The Rust traits (DesignMatrix, Datafit, GlmDatafit, Penalty, GroupPenalty) and their Python ABC mirrors (skein_glm.penalties.Penalty, etc.) are the extension surface for downstream per-paper projects.

Quick start

import numpy as np
from skein_glm import MCPPathRegressor, LogisticGroupMCPPathRegressor, CoxMCPRegressor

# Nonconvex sparse least squares with a λ-path.
rng = np.random.default_rng(0)
n, p = 200, 50
X = rng.standard_normal((n, p))
y = X[:, :3] @ np.array([1.5, -2.0, 0.8]) + 0.1 * rng.standard_normal(n)
model = MCPPathRegressor(gamma=3.0, n_lambdas=50, standardize=True).fit(X, y)
print(model.coefs_[-1, :5], model.intercepts_[-1])

# Logistic + group MCP (native non-convex BCD), with sklearn-style predict/predict_proba.
groups = np.repeat(np.arange(p // 5), 5)  # 5 features per group
y_bin = (X[:, :3].sum(axis=1) > 0).astype(float)
clf = LogisticGroupMCPPathRegressor(groups=groups, gamma=3.0, n_lambdas=20).fit(X, y_bin)
proba = clf.predict_proba(X)  # shape (n, n_lambdas)

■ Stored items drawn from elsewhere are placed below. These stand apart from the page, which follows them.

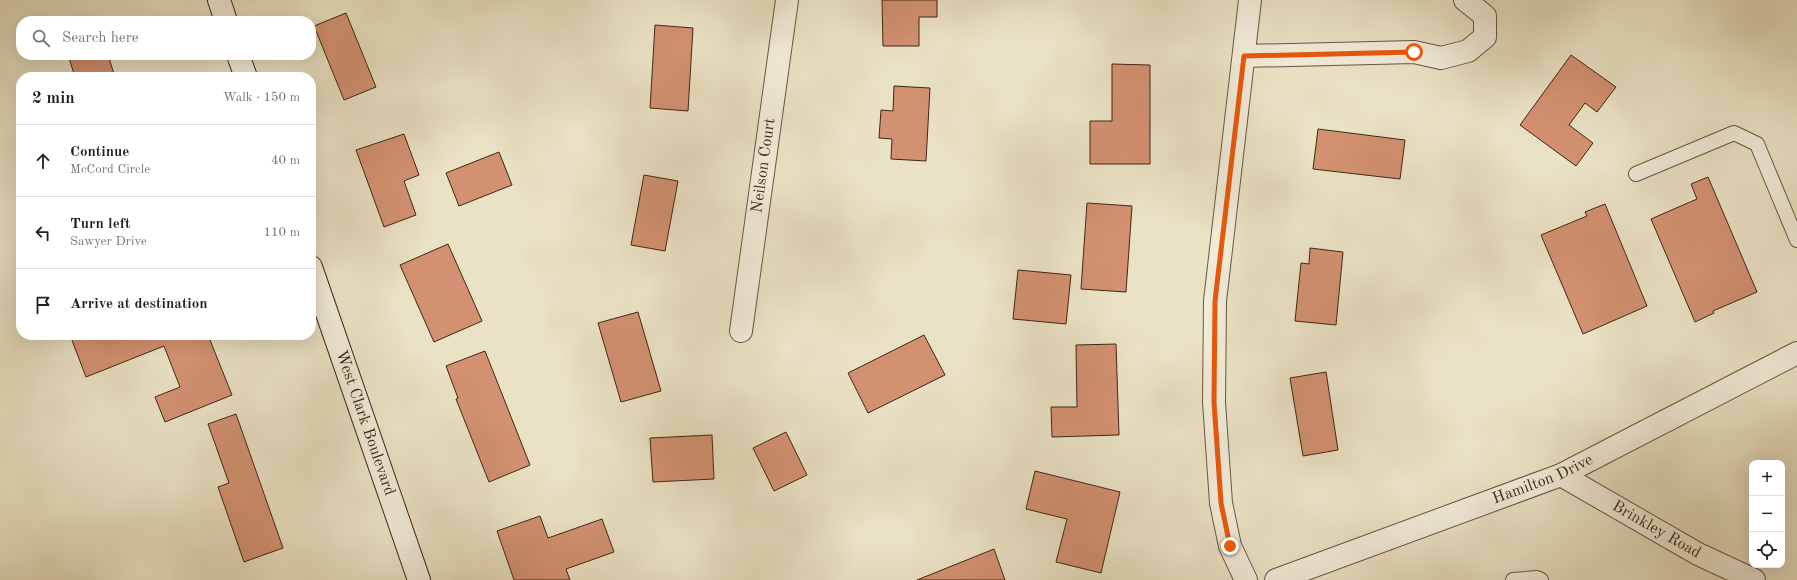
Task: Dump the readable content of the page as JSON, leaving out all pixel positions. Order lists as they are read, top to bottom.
{
  "streets": {
    "street": [
      "Neilson Court",
      "West Clark Boulevard",
      "Hamilton Drive",
      "Brinkley Road"
    ]
  },
  "crossings": [
    ["Hamilton Drive", "Brinkley Road"]
  ],
  "page": {
    "search": "Search here",
    "heading": ["2 min", "Walk · 150 m"],
    "list": [
      ["Continue", "McCord Circle", "40 m"],
      ["Turn left", "Sawyer Drive", "110 m"],
      "Arrive at destination"
    ],
    "map_buttons": ["+", "−"]
  }
}
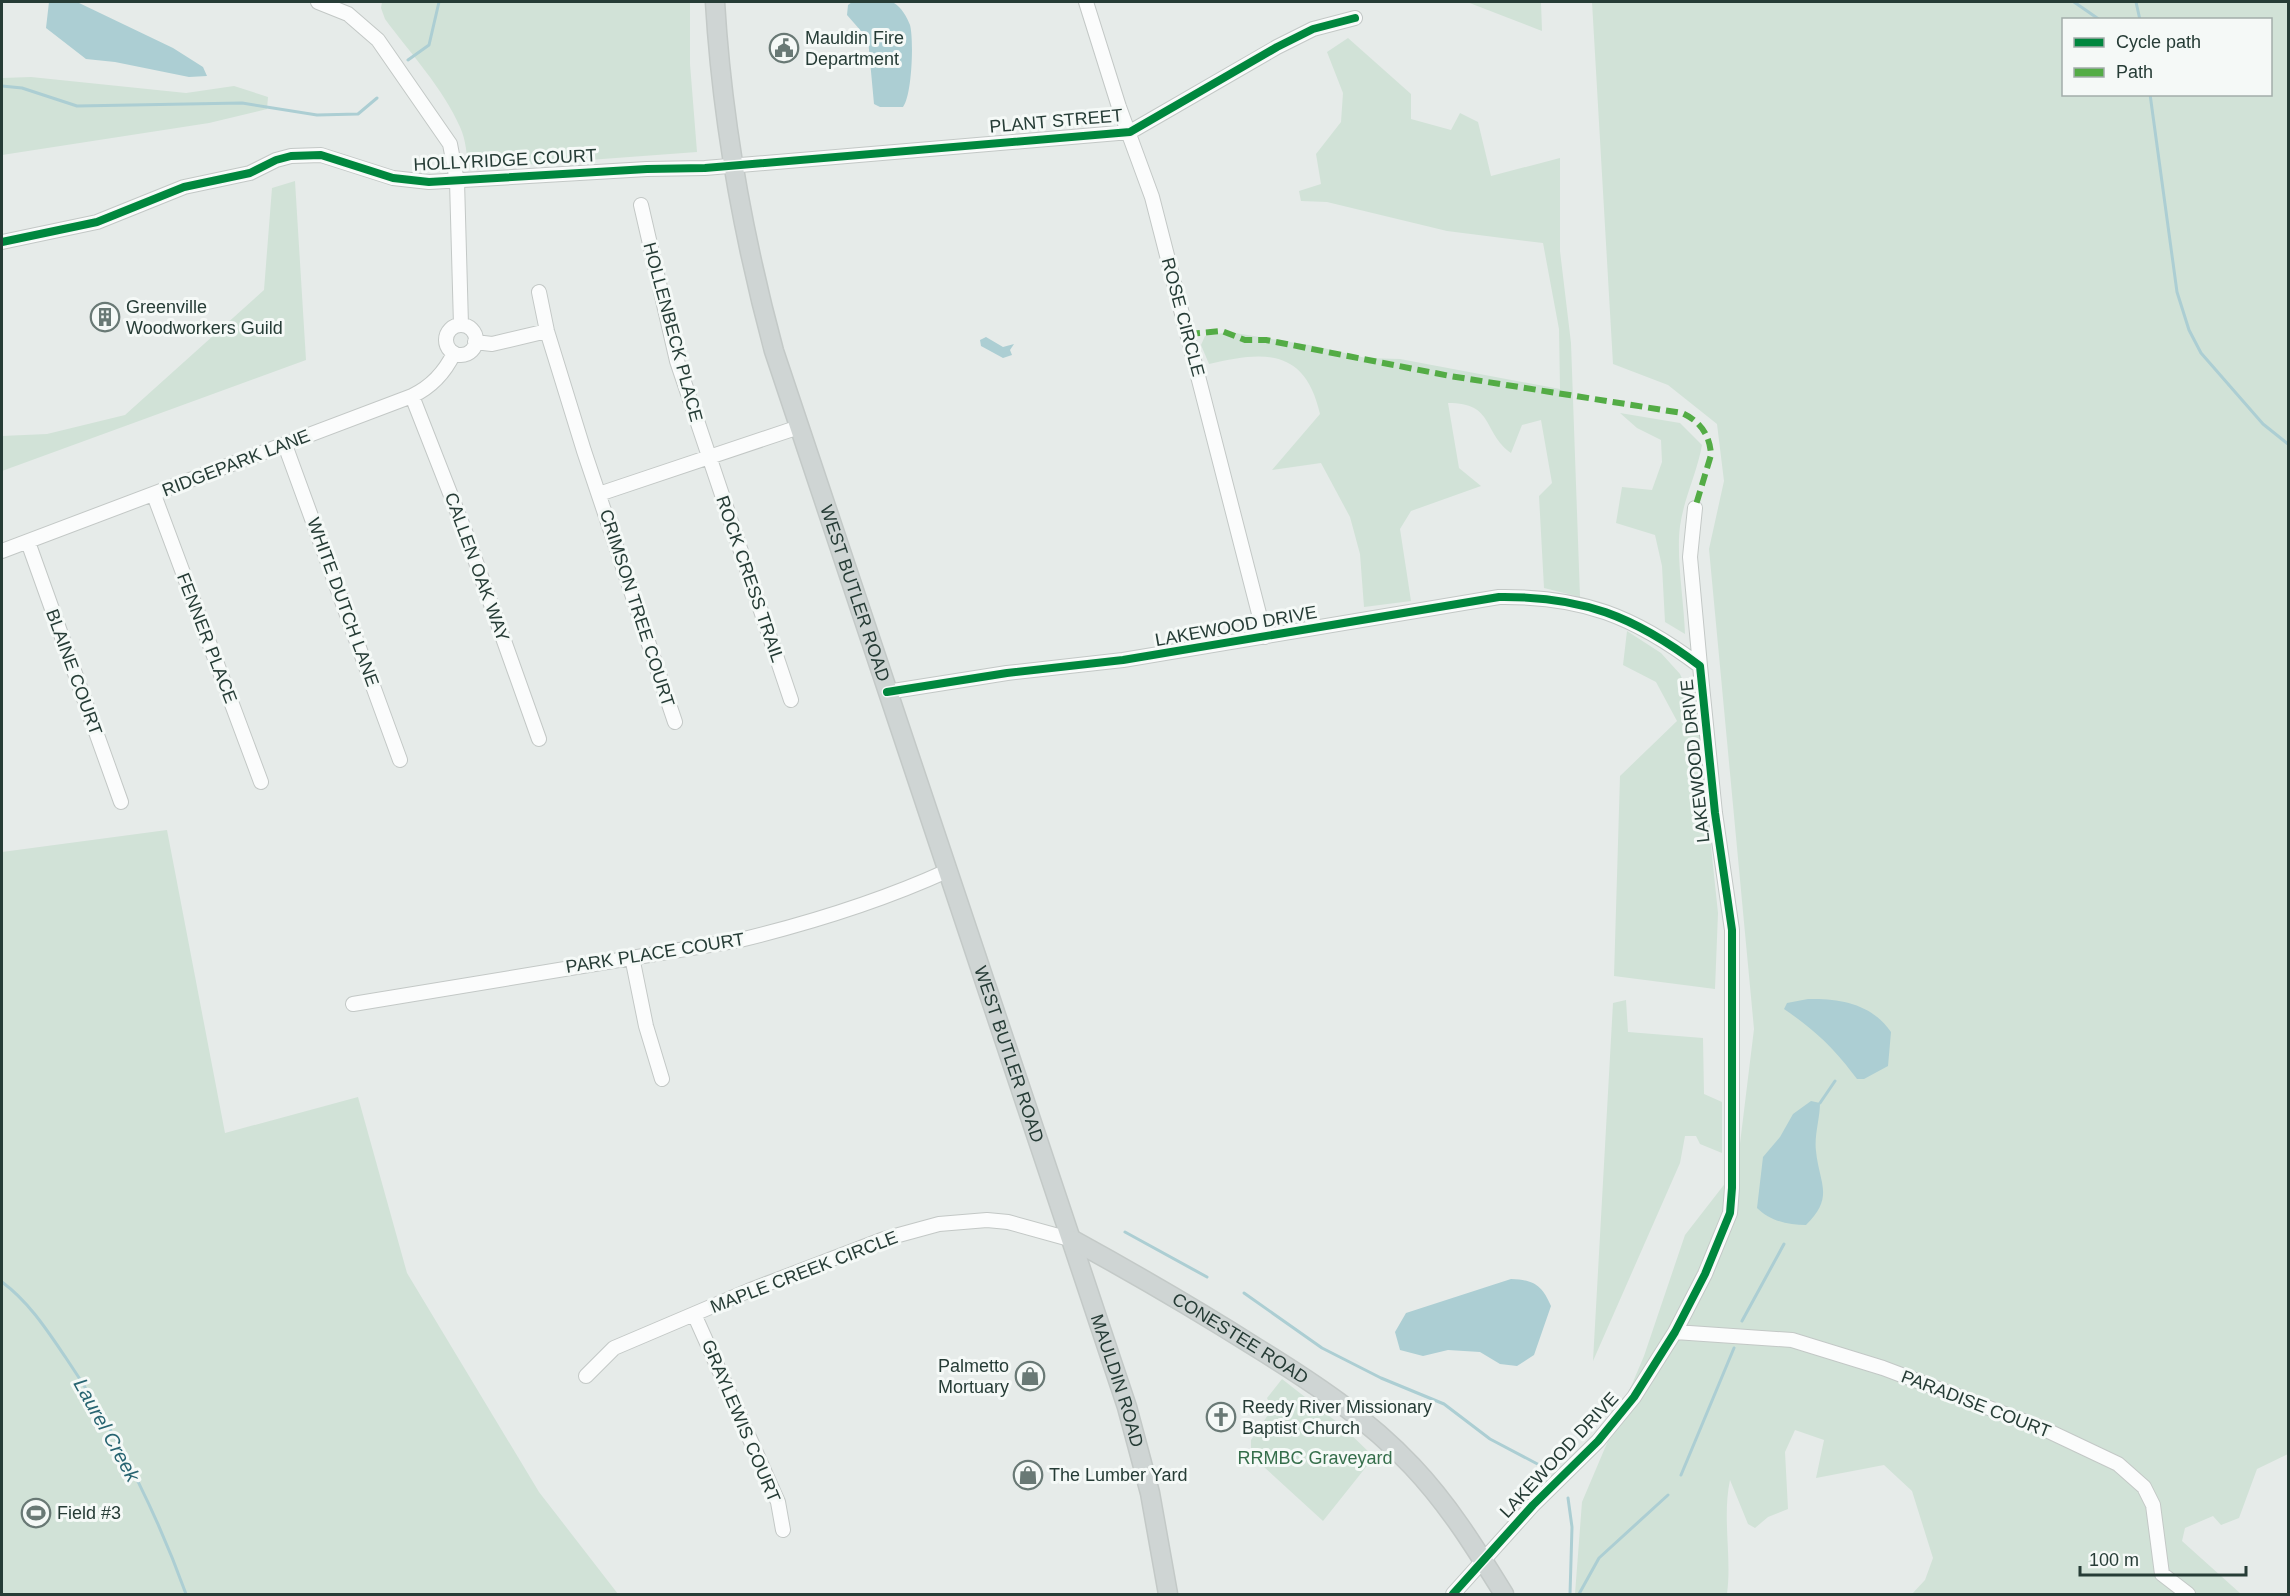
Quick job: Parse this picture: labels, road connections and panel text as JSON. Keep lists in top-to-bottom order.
{
  "streets": {
    "main road": ["WEST BUTLER ROAD", "CONESTEE ROAD", "MAULDIN ROAD"],
    "street": [
      "PLANT STREET",
      "HOLLYRIDGE COURT",
      "ROSE CIRCLE",
      "HOLLENBECK PLACE",
      "RIDGEPARK LANE",
      "CALLEN OAK WAY",
      "ROCK CRESS TRAIL",
      "WHITE DUTCH LANE",
      "CRIMSON TREE COURT",
      "LAKEWOOD DRIVE",
      "FENNER PLACE",
      "BLAINE COURT",
      "PARK PLACE COURT",
      "MAPLE CREEK CIRCLE",
      "PARADISE COURT",
      "GRAYLEWIS COURT"
    ]
  },
  "crossings": [
    ["PLANT STREET", "HOLLYRIDGE COURT"],
    ["PLANT STREET", "ROSE CIRCLE"],
    ["PLANT STREET", "WEST BUTLER ROAD"],
    ["HOLLYRIDGE COURT", "WEST BUTLER ROAD"],
    ["ROSE CIRCLE", "LAKEWOOD DRIVE"],
    ["HOLLENBECK PLACE", "ROCK CRESS TRAIL"],
    ["RIDGEPARK LANE", "CALLEN OAK WAY"],
    ["RIDGEPARK LANE", "WHITE DUTCH LANE"],
    ["RIDGEPARK LANE", "FENNER PLACE"],
    ["RIDGEPARK LANE", "BLAINE COURT"],
    ["WEST BUTLER ROAD", "LAKEWOOD DRIVE"],
    ["WEST BUTLER ROAD", "PARK PLACE COURT"],
    ["WEST BUTLER ROAD", "MAPLE CREEK CIRCLE"],
    ["WEST BUTLER ROAD", "CONESTEE ROAD"],
    ["WEST BUTLER ROAD", "MAULDIN ROAD"],
    ["LAKEWOOD DRIVE", "CONESTEE ROAD"],
    ["LAKEWOOD DRIVE", "PARADISE COURT"],
    ["MAPLE CREEK CIRCLE", "CONESTEE ROAD"],
    ["MAPLE CREEK CIRCLE", "MAULDIN ROAD"],
    ["MAPLE CREEK CIRCLE", "GRAYLEWIS COURT"],
    ["CONESTEE ROAD", "MAULDIN ROAD"]
  ],
  "water": ["Laurel Creek"],
  "parks": ["RRMBC Graveyard"],
  "places": {
    "public building": ["Mauldin Fire Department"],
    "building": ["Greenville Woodworkers Guild"],
    "shop": ["Palmetto Mortuary", "The Lumber Yard"],
    "church": ["Reedy River Missionary Baptist Church"],
    "sports": ["Field #3"]
  },
  "legend": ["Cycle path", "Path"],
  "scale_bar": "100 m"
}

# Cox PH with right-censored survival data.
time = rng.exponential(1.0 / np.exp(X[:, :3].sum(axis=1)))
event = rng.uniform(size=n) < 0.7
cox = CoxMCPRegressor(lambda_=0.01, gamma=3.0).fit(X, time, event.astype(float))
risk = cox.predict(X)  # prognostic index η

Every regressor follows the same (datafit) × (penalty) × ({,Path}Regressor) naming scheme. The path variants warm-start across λ; their coefs_ / intercepts_ (where applicable) are 2D arrays indexed by λ.

Performance

Numbers below are the median of 5 timed trials (single warm-up) from the benches/v2 headline matrix on Apple M1 16 GB, --features=blas-accelerate, tol=1e-7, regenerated 2026-05-18 against the current working tree (M13.8 + M14d/e/f). Two regimes per scenario, named by what the solution does at the tail of the λ-path:

  • denseλ_min/λ_max = 1e-3, 100 λs; active set saturates at the small-λ end (typical "I want the full path including the over-fit tail" usage). Internal config key: deep.
  • sparseλ_min/λ_max = 5e-2, 50 λs; path stops near support recovery, support stays small throughout.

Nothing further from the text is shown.